I have a large data set of email addresses from 'to' and 'cc' fields and such that are of the general form {some human name} {email addr}. I want to be able to reliably parse the human name section into first (or first+middle) and last name (and optionally suffixes like sr, jr, phd for more points).

Previous SO queries have pointed to a couple of parsing libraries that do a pretty respectable job of parsing name strings, but they all seem to start from the assumption that the names are in the correct order. However many institutional email systems will give you an email string something like:

"Potter, Harry" <hpotter@hogwarts.edu>  or maybe
"Smythe III, Reginold Trevor" <twit@upperclass.org>

Is there a neat solution for handling this with the existing v. nice libraries?

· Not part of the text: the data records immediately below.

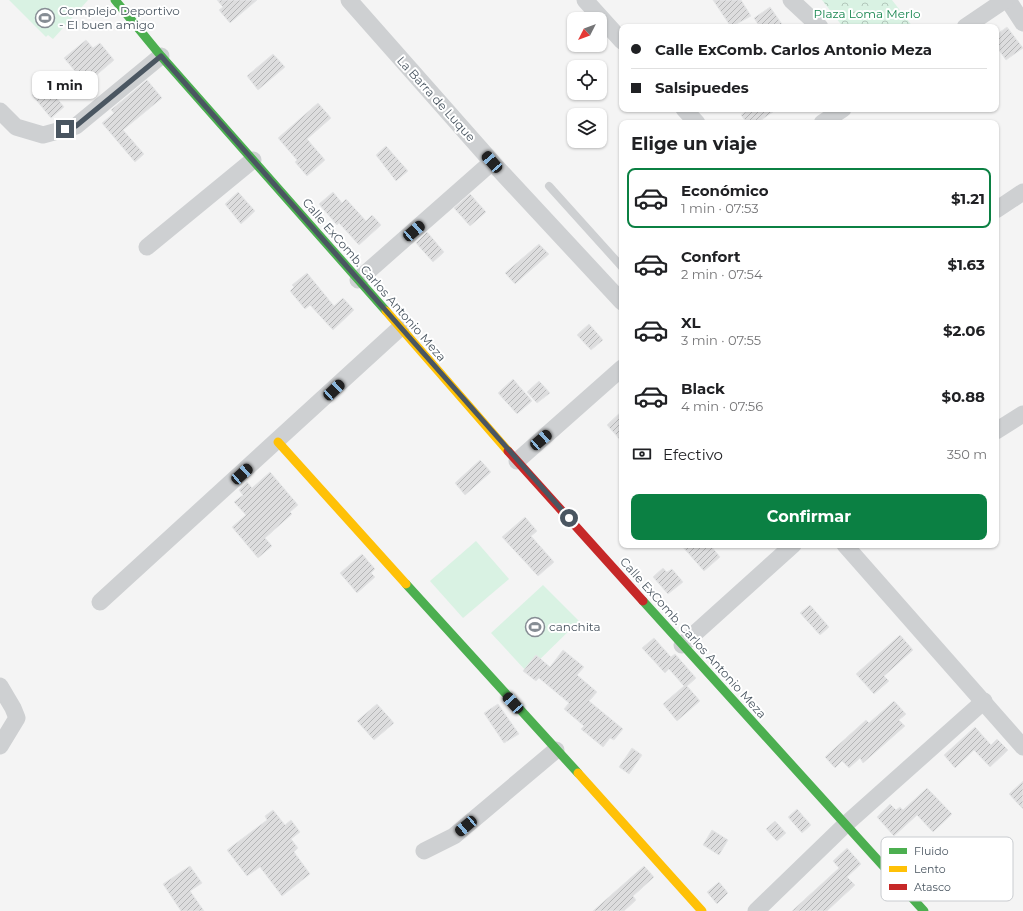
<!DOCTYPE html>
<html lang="es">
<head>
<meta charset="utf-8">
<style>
  :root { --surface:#fff; --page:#f2f2f2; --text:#202124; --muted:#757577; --line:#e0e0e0; --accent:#0b8043 }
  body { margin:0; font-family:Montserrat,sans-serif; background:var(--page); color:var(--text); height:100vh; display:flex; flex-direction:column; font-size:15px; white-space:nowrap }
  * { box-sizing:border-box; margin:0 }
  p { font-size:13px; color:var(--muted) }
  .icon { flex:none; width:22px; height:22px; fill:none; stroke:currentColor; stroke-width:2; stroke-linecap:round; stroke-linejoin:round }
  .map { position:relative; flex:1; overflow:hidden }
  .side { position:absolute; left:619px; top:120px; width:380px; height:428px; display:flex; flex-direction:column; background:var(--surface); border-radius:8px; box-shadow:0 1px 3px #0004 }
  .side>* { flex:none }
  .hud { position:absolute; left:619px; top:24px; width:380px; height:88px; border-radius:8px; box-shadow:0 1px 3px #0004; display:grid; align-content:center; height:88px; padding:0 12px; background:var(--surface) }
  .needle { width:26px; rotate:228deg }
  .fabs { position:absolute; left:567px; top:12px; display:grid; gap:8px }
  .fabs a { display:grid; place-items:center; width:40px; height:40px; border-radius:8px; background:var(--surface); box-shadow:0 1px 3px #0004; font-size:20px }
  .end { position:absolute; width:18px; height:18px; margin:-9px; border:5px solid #4a5661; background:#fff; box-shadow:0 0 0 2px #fff }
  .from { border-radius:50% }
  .bubble { position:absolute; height:28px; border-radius:8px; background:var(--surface); box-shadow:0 1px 3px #0004; font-size:13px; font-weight:700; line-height:28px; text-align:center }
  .car { position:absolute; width:12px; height:24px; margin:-12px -6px; border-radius:5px; box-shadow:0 0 3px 1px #0007; background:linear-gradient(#222 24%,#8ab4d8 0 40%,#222 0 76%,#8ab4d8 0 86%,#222 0) }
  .hud b { display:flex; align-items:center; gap:14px; height:38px; font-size:15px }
  .hud b+b { border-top:1px solid var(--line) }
  .hud i { width:10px; height:10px; background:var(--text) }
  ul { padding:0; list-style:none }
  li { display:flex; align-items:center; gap:12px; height:60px; margin:0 8px 6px; padding:0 4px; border:2px solid transparent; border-radius:8px }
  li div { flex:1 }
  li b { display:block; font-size:15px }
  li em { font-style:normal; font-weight:700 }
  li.on { border-color:var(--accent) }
  li>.icon { width:36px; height:36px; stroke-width:1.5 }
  h2 { padding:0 12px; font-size:18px; line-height:48px }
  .pay { display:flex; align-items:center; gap:10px; height:44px; padding:0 12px; font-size:15px }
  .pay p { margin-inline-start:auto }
  .action { display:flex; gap:8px; margin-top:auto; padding:8px 12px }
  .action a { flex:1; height:46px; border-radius:8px; background:var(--accent); color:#fff; font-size:16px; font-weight:700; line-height:46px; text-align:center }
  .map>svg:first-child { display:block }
  .forest { fill:url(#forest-crowns) }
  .garden { fill:#d9f2e3 }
  .building { fill:url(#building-hatch); stroke:#e5e6e7 }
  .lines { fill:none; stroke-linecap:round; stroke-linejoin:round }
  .lane { stroke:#ced0d2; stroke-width:8 }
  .street { stroke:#ced0d2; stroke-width:17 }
  .fast { stroke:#4caf50; stroke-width:9 }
  .slow { stroke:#ffc107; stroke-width:9 }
  .jam { stroke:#c62828; stroke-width:9 }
  .route { stroke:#4a5661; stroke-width:5 }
  .labels { text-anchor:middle; stroke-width:4; stroke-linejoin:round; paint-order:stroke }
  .poi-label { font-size:12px; fill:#4a5661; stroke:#fff; text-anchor:start }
  .park-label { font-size:12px; fill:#17864f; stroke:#fff }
  .street-label { font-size:12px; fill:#4a5661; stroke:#fff }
  .key { fill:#fff; stroke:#c9ccd0; stroke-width:1 }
  .key-label { font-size:11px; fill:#4a5661 }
</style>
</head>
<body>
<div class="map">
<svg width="1023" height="911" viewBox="0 0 1023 911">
  <defs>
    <pattern id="forest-crowns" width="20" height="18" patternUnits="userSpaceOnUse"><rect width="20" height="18" fill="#d9f2e3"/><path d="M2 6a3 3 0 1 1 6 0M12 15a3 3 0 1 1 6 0" fill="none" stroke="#b2c7bb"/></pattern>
    <pattern id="building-hatch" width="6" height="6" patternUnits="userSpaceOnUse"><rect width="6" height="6" fill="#ddddde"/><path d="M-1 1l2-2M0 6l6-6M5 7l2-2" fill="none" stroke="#b5b6b7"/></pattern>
  </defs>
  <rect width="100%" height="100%" fill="#f4f4f4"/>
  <polygon class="forest" points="822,0 892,0 913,27 843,27"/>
  <g class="garden">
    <polygon points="9,0 88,0 53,39 48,35 46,37"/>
    <polygon points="476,541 509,579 463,618 430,581"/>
    <polygon points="543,585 579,621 527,672 491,633"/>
  </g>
  <g class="building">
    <polygon points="217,0 257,0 230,23 219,10 223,7"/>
    <polygon points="713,0 741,0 751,16 731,27"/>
    <polygon points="770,7 784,27 760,27 754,18"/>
    <polygon points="1007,27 1023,48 1006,60 996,46 996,35"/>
    <polygon points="86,40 93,48 100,43 114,60 86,84 64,58"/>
    <polygon points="273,54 285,67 258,90 247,76"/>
    <polygon points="147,80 162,98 123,130 144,154 135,162 102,123 114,113 111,110"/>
    <polygon points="45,84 64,107 51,118 32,95"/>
    <polygon points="318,103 331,118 307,139 325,160 307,176 295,162 297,160 278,138"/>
    <polygon points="750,109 777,109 757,123 747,123 741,115"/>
    <polygon points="386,146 408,171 396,181 376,155"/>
    <polygon points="238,192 255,211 241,224 225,204"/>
    <polygon points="333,192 342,203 346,199 366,221 372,215 381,225 359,245 339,223 337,225 319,204"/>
    <polygon points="470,194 486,212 470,226 454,208"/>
    <polygon points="427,232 444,252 433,262 416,243"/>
    <polygon points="539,244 549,254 515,284 505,273"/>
    <polygon points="307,273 334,306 343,298 354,310 333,330 310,305 305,309 290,291 294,287 292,285"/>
    <polygon points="589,324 603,340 591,350 577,335"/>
    <polygon points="513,379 532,401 517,414 498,393"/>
    <polygon points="539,381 550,393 537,403 527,392"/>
    <polygon points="622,411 622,442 607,425"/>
    <polygon points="480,460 491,472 465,495 455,483"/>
    <polygon points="270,472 298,505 290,512 292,514 265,538 272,546 258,558 232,527 246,515 234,502 243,495 239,490 247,482 252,488"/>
    <polygon points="525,517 537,531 531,536 554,562 538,576 502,537"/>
    <polygon points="681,545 710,545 720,557 704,571"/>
    <polygon points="362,554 375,569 371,573 375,577 357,593 340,573"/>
    <polygon points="663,568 667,572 672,569 683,582 668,594 653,577"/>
    <polygon points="810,605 829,627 820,635 800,613"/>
    <polygon points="900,635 913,650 884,676 889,681 874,694 856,674"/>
    <polygon points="654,638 671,657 675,654 696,678 687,686 700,701 677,721 663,704 684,686 669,669 665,673 642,648"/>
    <polygon points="563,650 584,667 577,675 597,692 589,701 623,729 614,740 610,738 603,747 581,729 584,726 564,709 569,703 539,678 536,681 523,671 536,655 550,667"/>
    <polygon points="894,701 906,714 899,720 905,726 863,763 860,758 849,768 842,761 835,768 825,757 866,720 869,723"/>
    <polygon points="377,704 394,723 374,740 357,721"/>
    <polygon points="498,704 519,734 504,743 484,713"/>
    <polygon points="975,727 991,745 997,739 1008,750 990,767 974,750 955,768 944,755"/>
    <polygon points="632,748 642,755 629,774 619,767"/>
    <polygon points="1023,781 1023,809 1009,794"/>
    <polygon points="927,788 952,814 933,832 917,815 894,836 877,817 890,804 896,810 900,807 903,810"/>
    <polygon points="797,809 811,825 802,833 788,817"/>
    <polygon points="273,810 285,825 291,820 300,832 291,839 298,848 294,852 310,874 282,896 260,867 247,876 227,850 267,820 265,816"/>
    <polygon points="775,821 786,833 777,841 766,829"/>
    <polygon points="712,830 728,840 719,855 703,845"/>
    <polygon points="847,848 861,864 847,877 855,885 827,911 792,911 839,868 833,861"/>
    <polygon points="190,866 202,883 190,891 204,911 181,911 163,884"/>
    <polygon points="644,866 654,877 633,896 636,900 624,911 593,911"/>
    <polygon points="719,882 728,893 717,904 707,892"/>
  </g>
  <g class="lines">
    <polyline class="lane" points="549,186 622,267"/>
    <g class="street">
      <polyline points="349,0 492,162 622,302"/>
      <polyline points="585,0 622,41"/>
      <polyline points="791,0 820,27"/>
      <polyline points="1008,0 1023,23"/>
      <polyline points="965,27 1005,0"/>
      <polyline points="684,109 697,123"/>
      <polyline points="0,111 16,127 43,135 76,126 161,56"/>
      <polyline points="822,123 843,109"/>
      <polyline points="996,210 1023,192"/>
      <polyline points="147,247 253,160"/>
      <polyline points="358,280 492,162"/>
      <polyline points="996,431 1023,414"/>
      <polyline points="517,461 622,368"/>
      <polyline points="845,545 1023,747"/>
      <polyline points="100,602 401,327"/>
      <polyline points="682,645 793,545"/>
      <polyline points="0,686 13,708 17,718 0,746"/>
      <polyline points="424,851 454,836 556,750"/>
      <polyline points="756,911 846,824 984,701"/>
    </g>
    <g class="fast">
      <polyline points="115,0 161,56 386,311"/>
      <polyline points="406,584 578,773"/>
      <polyline points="643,601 924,911"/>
    </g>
    <g class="slow">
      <polyline points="386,311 508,451"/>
      <polyline points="278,442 406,584"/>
      <polyline points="578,773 702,911"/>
    </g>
    <polyline class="jam" points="508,451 643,601"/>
  </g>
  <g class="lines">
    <polyline class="route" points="65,129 76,126 161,56 569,518"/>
  </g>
  <defs>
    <symbol id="stadium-ring" viewBox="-11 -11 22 22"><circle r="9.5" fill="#fff" stroke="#868d94" stroke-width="1.5"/><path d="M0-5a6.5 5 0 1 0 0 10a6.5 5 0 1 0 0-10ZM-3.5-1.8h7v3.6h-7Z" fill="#868d94"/></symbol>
  </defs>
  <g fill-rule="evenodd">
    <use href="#stadium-ring" x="34" y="7" width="22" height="22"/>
    <use href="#stadium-ring" x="524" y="616" width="22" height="22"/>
  </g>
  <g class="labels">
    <g class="poi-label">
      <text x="59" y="15">Complejo Deportivo<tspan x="59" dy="14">- El buen amigo</tspan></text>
      <text x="549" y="631">canchita</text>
    </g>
    <g class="park-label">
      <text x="867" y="18">Plaza Loma Merlo</text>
    </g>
    <g class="street-label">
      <text transform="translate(436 99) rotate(48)" y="4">La Barra de Luque</text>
      <text transform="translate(374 280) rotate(49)" y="4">Calle ExComb. Carlos Antonio Meza</text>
      <text transform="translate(693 638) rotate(48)" y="4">Calle ExComb. Carlos Antonio Meza</text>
    </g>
  </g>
  <rect x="881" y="837" width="132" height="64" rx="6" class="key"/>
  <rect x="889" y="848" width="18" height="6" fill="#4caf50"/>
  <rect x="889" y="866" width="18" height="6" fill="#ffc107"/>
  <rect x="889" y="884" width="18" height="6" fill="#c62828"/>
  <g class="key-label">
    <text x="914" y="855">Fluido</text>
    <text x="914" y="873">Lento</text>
    <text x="914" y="891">Atasco</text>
  </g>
</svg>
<div class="fabs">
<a><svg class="needle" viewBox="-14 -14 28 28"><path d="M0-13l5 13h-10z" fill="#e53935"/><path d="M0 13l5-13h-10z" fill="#757577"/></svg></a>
<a><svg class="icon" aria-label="locate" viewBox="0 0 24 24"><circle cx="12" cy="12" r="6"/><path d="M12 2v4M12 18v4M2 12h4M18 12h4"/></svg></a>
<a><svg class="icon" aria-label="layers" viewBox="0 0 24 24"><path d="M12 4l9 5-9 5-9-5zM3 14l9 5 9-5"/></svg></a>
</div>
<i class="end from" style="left:569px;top:518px"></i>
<i class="end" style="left:65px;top:129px"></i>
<div class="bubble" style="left:32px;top:71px;width:66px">1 min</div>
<i class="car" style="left:492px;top:162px;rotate:319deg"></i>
<i class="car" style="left:414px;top:231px;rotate:49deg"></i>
<i class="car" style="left:334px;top:390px;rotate:47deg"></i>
<i class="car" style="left:541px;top:440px;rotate:49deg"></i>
<i class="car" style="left:242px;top:474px;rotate:48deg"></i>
<i class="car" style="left:513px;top:703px;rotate:318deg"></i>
<i class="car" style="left:466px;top:826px;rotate:230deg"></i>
<div class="hud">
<b><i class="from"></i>Calle ExComb. Carlos Antonio Meza</b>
<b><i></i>Salsipuedes</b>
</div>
<section class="side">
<h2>Elige un viaje</h2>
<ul>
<li class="on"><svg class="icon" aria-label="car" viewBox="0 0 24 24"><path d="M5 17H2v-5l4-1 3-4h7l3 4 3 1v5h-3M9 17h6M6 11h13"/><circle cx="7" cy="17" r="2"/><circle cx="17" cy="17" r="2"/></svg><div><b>Económico</b><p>1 min · 07:53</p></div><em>$1.21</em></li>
<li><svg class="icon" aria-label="car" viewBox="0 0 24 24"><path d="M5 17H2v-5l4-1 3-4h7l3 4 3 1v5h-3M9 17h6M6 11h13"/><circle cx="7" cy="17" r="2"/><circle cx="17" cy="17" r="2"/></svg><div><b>Confort</b><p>2 min · 07:54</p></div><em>$1.63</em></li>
<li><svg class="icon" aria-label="car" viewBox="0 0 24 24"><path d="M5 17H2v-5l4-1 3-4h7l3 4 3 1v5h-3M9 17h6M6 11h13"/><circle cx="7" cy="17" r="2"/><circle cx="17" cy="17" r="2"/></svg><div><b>XL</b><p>3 min · 07:55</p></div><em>$2.06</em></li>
<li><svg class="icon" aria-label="car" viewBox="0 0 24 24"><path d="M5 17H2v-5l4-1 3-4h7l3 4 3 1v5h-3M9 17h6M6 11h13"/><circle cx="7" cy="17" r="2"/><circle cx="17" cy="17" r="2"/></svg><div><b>Black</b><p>4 min · 07:56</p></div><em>$0.88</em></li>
</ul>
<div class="pay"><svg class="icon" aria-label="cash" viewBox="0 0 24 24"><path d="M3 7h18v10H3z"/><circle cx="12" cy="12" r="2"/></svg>Efectivo<p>350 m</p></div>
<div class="action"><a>Confirmar</a></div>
</section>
</div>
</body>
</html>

This question was marked as a "duplicate" by a reader, but that seems to be in error, because the original question, above clearly distinguishes between the "duplicated" question about parsing person names and the discussed problem, which is handling the case when the first and last names in a string are in inverted order. It is /not/ the same as dealing with the even more difficult case of those Eastern tradition names where the family name is given first.

maab
  • 11
  • 4
  • https://github.com/derek73/python-nameparser is probably sufficient, but as explained in the dupe, I don't think it is solvable reliably. – kennytm Jan 27 '17 at 17:32
  • With due respect, I think you may have missed the point. I noted above that tools such as python-nameparser exist for the case when you always know the name is in first-middle-last order, but all of the examples are for that case. The issue is _also_ comprehending the occasional email person-name which is supplied as last, first. – maab Jan 27 '17 at 19:48
  • `nameparser` understands both `"First Last"` and `"Last, First"`, try it. – kennytm Jan 27 '17 at 19:49
  • You're quite right, I missed that in the pages I originally read. It seems to handle at least the teat suite nicely, thanks. – maab Jan 27 '17 at 20:50

0 Answers0